Olive Hockin (married name Olive Leared; 1881–1936) was a British suffragette, arsonist, author and artist.
Between 1904 and 1911 she studied at the Slade. Her work was shown at the Royal Academy, by the Society of Women Artists and at the Walker Gallery. Hockin joined the suffragette movement in 1912. In 1913, after arson attacks on the Roehampton Golf Club and on a house at Walton Heath belonging to Lloyd George, suspected to be suffragette-related, Hockin was arrested, convicted and handed a four-month sentence. Her flat was said to contain stones, kerosene and false car number plates. Unusually she agreed not to go on hunger strike if she was allowed to paint. She was treated as a "Category One prisoner", and it was said by a fellow prisoner, Margaret Scott, that she carved the chair in her cell.[1]
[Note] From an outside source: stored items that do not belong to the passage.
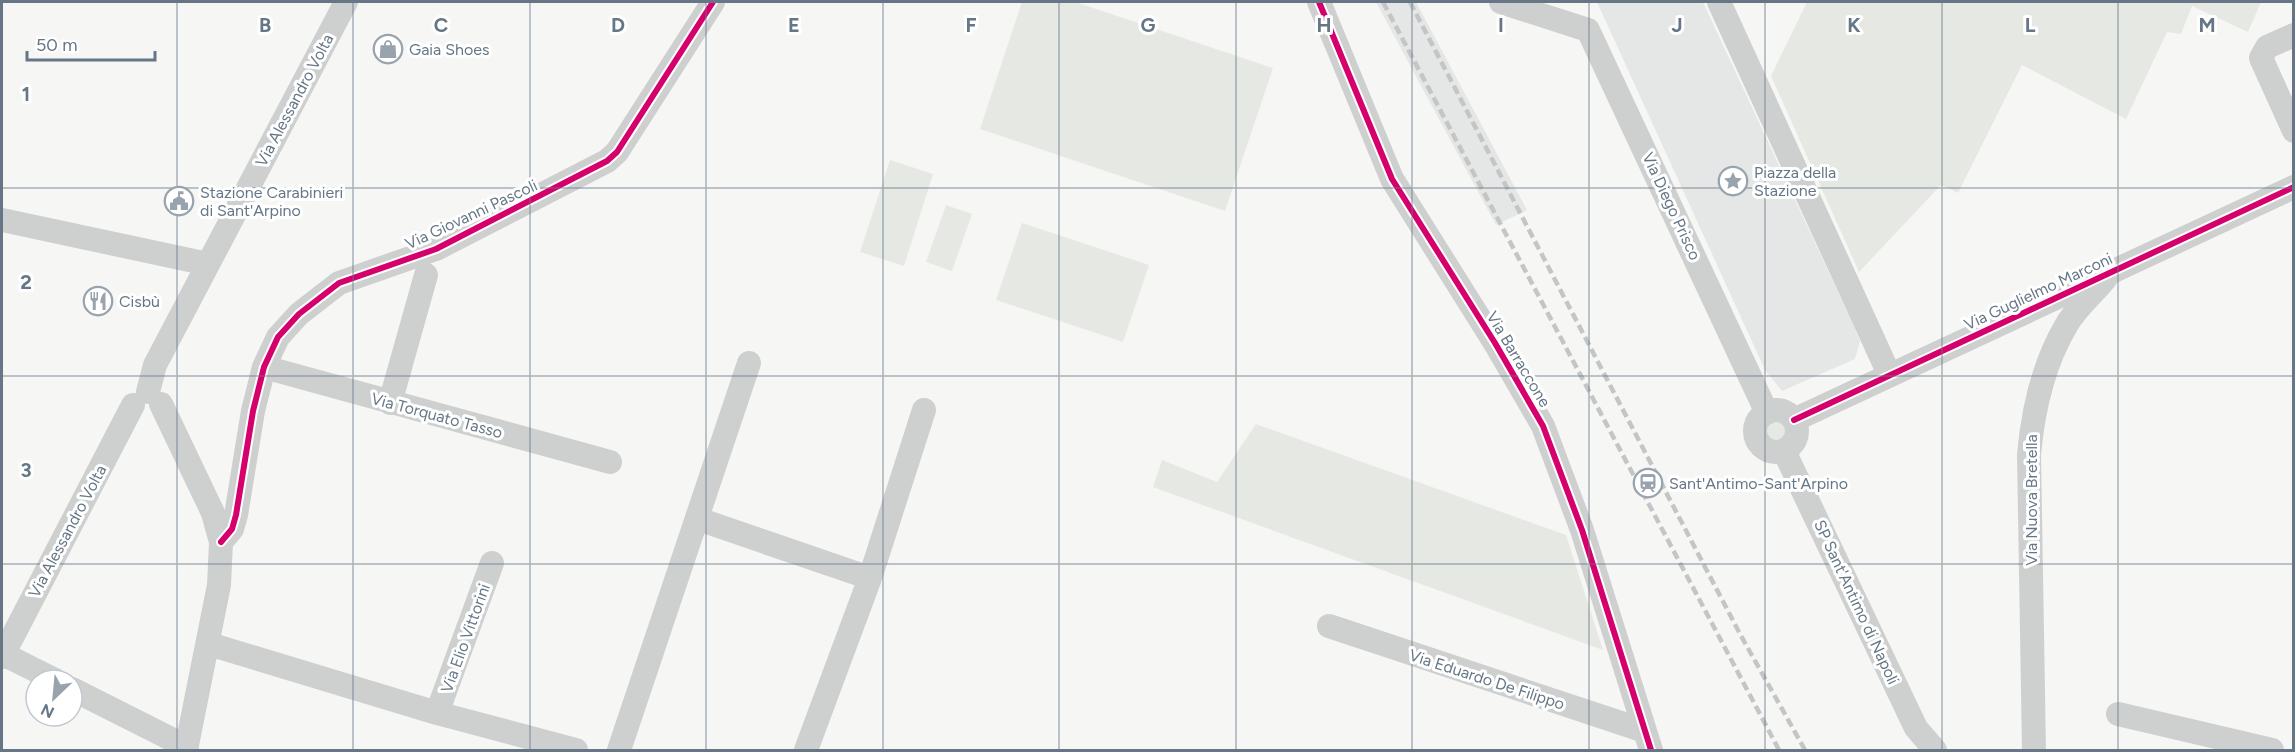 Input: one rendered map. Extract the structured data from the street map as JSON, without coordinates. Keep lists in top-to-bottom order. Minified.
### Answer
{"streets":{"street":["Via Alessandro Volta","Via Diego Prisco","Via Giovanni Pascoli","Via Guglielmo Marconi","Via Barraccone","Via Torquato Tasso","Via Nuova Bretella","SP Sant'Antimo di Napoli","Via Elio Vittorini","Via Eduardo De Filippo"]},"crossings":[["Via Diego Prisco","Via Guglielmo Marconi"],["Via Diego Prisco","SP Sant'Antimo di Napoli"],["Via Giovanni Pascoli","Via Torquato Tasso"],["Via Guglielmo Marconi","Via Nuova Bretella"],["Via Guglielmo Marconi","SP Sant'Antimo di Napoli"],["Via Barraccone","Via Eduardo De Filippo"]],"places":{"shop":["Gaia Shoes"],"place":["Piazza della Stazione"],"public building":["Stazione Carabinieri di Sant'Arpino"],"restaurant":["Cisbù"],"station":["Sant'Antimo-Sant'Arpino"]},"scale_bar":"50 m","north":"bottom left","grid":{"columns":["B","C","D","E","F","G","H","I","J","K","L","M"],"rows":["1","2","3"]}} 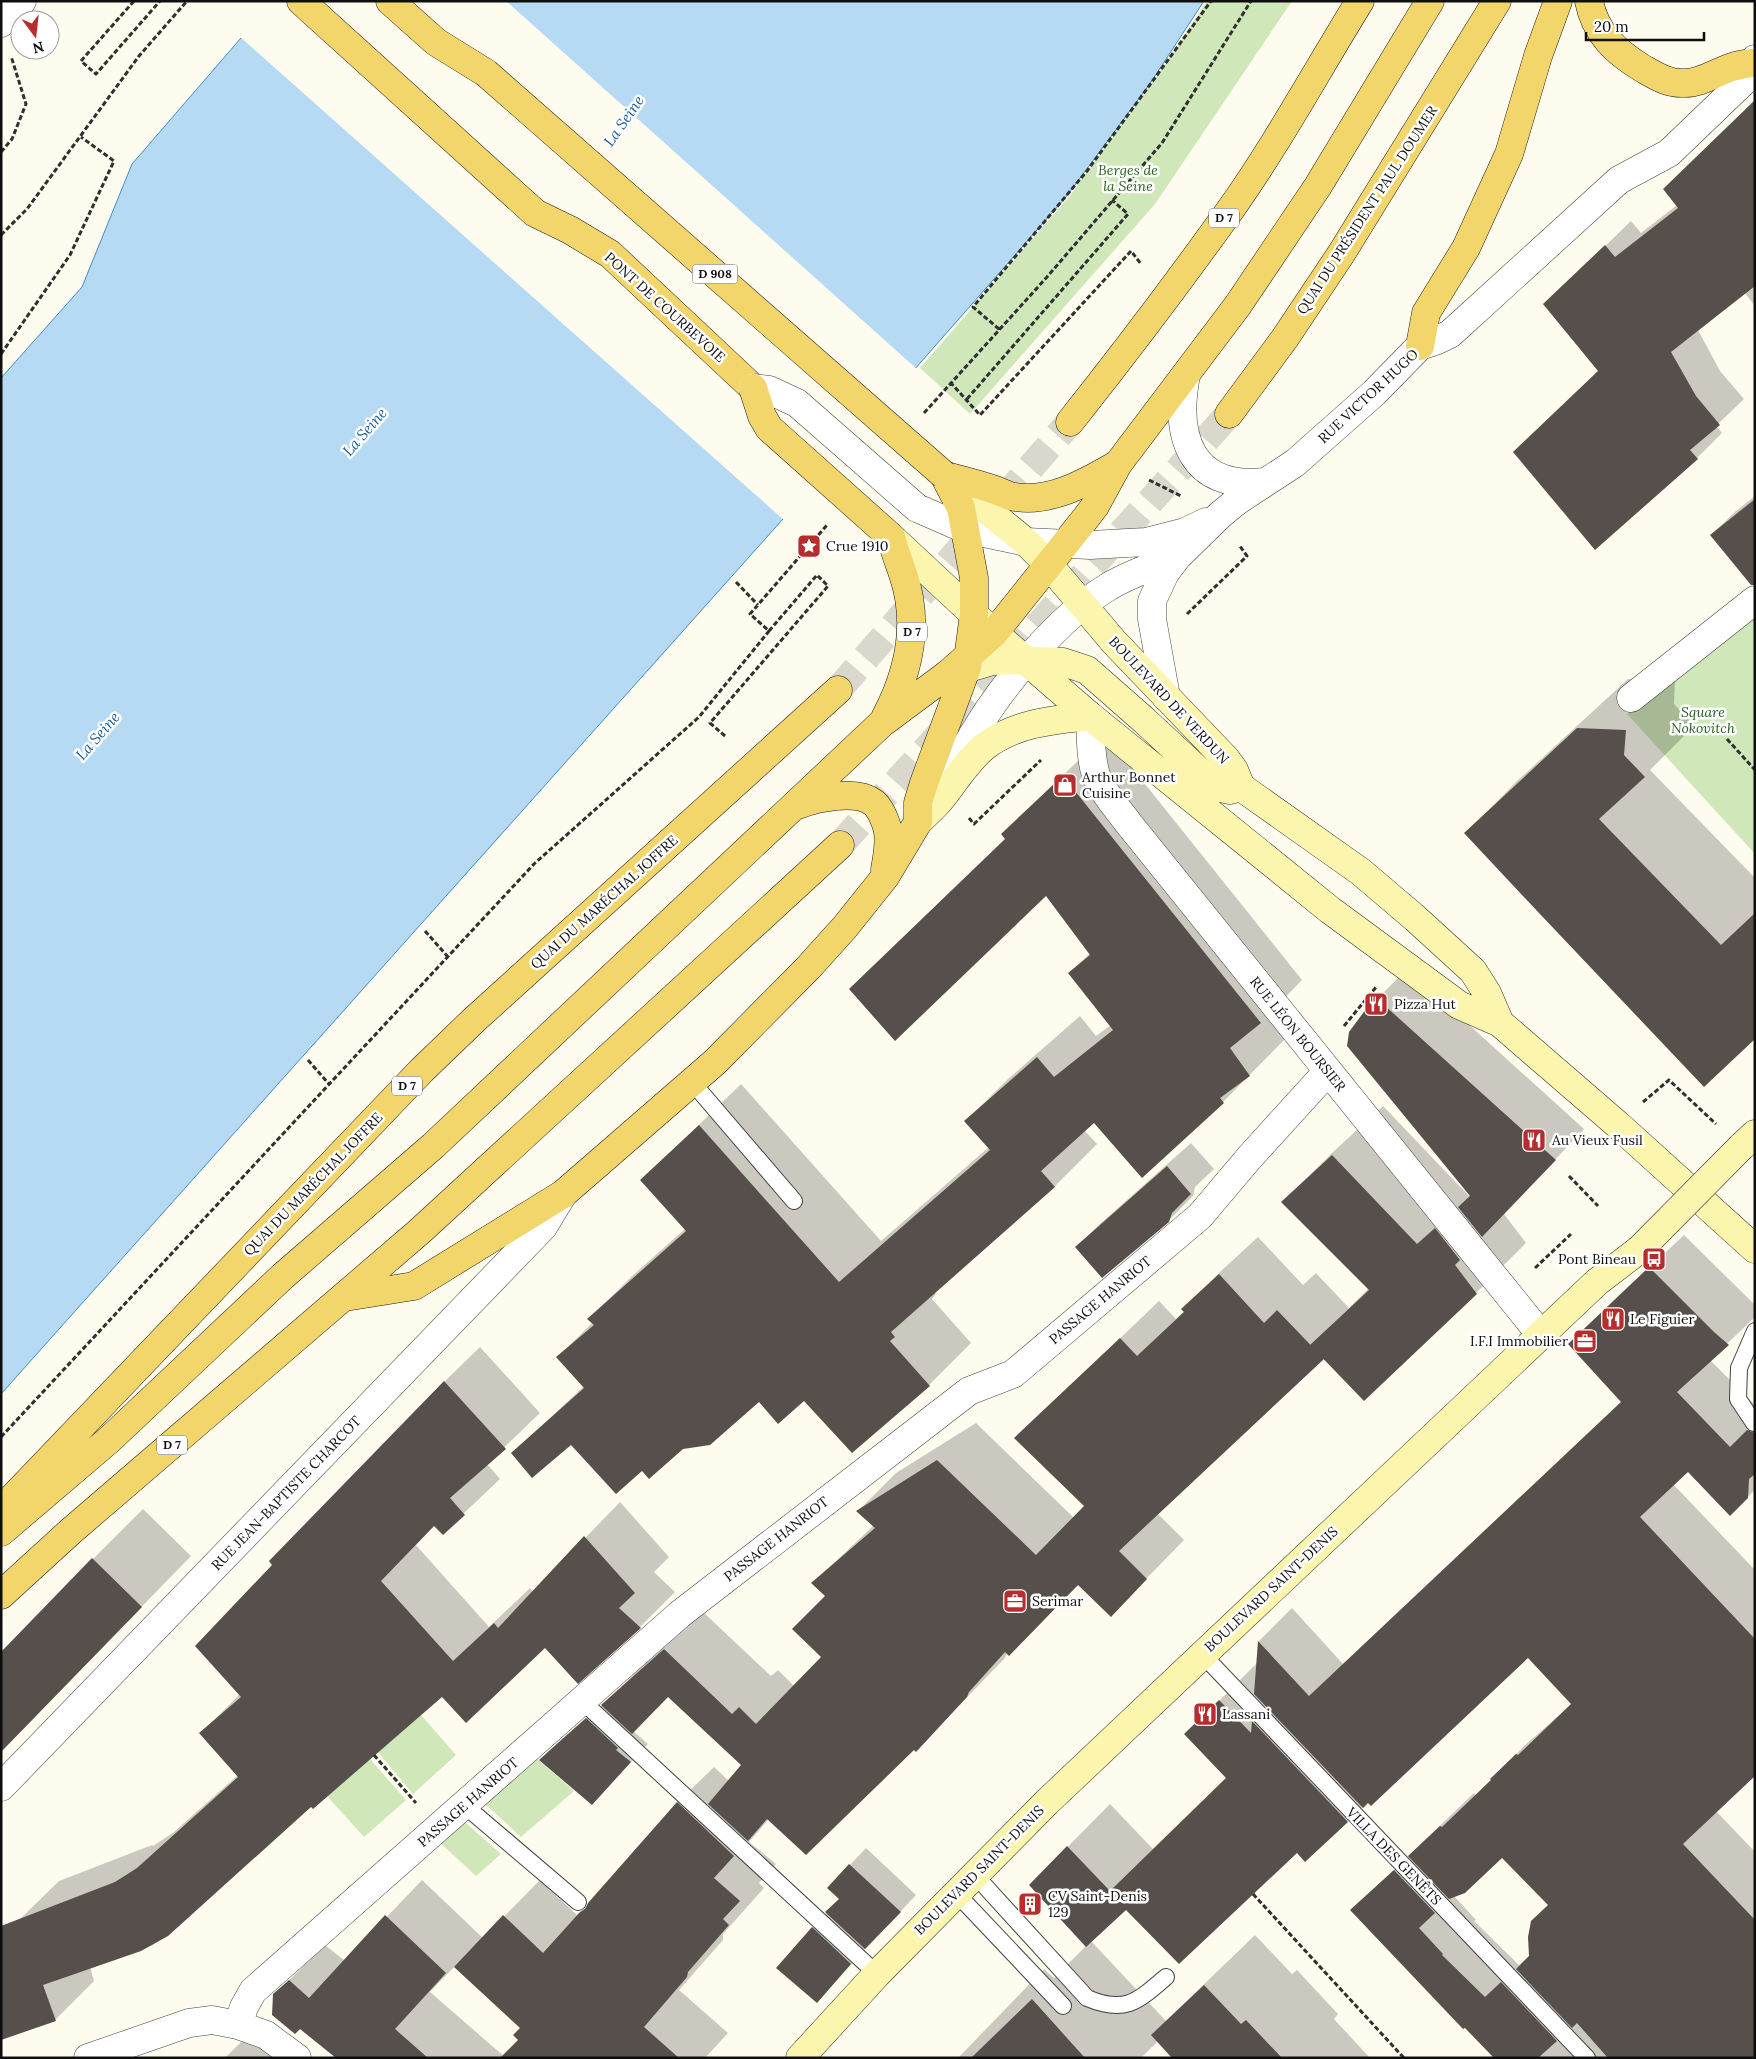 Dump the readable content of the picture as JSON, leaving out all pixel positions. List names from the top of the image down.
{
  "streets": {
    "main road": [
      "QUAI DU PRÉSIDENT PAUL DOUMER",
      "D 7",
      "D 908",
      "PONT DE COURBEVOIE",
      "BOULEVARD DE VERDUN",
      "QUAI DU MARÉCHAL JOFFRE",
      "BOULEVARD SAINT-DENIS"
    ],
    "street": [
      "RUE VICTOR HUGO",
      "RUE LÉON BOURSIER",
      "PASSAGE HANRIOT",
      "RUE JEAN-BAPTISTE CHARCOT"
    ],
    "lane": ["VILLA DES GENÊTS"]
  },
  "crossings": [
    ["D 7", "D 908"],
    ["D 7", "BOULEVARD DE VERDUN"],
    ["D 908", "PONT DE COURBEVOIE"],
    ["D 908", "BOULEVARD DE VERDUN"],
    ["RUE VICTOR HUGO", "BOULEVARD DE VERDUN"],
    ["BOULEVARD DE VERDUN", "RUE LÉON BOURSIER"],
    ["RUE LÉON BOURSIER", "PASSAGE HANRIOT"],
    ["RUE LÉON BOURSIER", "BOULEVARD SAINT-DENIS"],
    ["BOULEVARD SAINT-DENIS", "VILLA DES GENÊTS"]
  ],
  "water": ["La Seine"],
  "parks": ["Berges de la Seine", "Square Nokovitch"],
  "places": {
    "place": ["Crue 1910"],
    "shop": ["Arthur Bonnet Cuisine"],
    "restaurant": [
      "Pizza Hut",
      "Au Vieux Fusil",
      "Le Figuier",
      "Lassani"
    ],
    "bus stop": ["Pont Bineau"],
    "office": ["I.F.I Immobilier", "Serimar"],
    "building": ["CV Saint-Denis 129"]
  },
  "scale_bar": "20 m",
  "north": "bottom"
}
The National Portrait Gallery has a picture of her by the Criminal Record Office, and two pages of "Surveillance Photograph of Militant Suffragettes", also by the Criminal Record Office, which includes her.[2] Her picture was taken from a concealed car in the prisoners' exercise yard using an 11 inch powerful lens which had been purchased by the Home Office. The secret pictures were required because the suffragettes would distort their faces when conventional mug shots were being taken. The Home Office was worried by the impact of their arson and vandal attacks and they were closing art galleries.[3]
Hockin was a Land Girl during the Great War, and later wrote Two Girls on the Land: Wartime on a Dartmoor Farm, which was published in 1918. In 1922 she married John Leared who trained polo ponies in Cheltenham. They had two sons.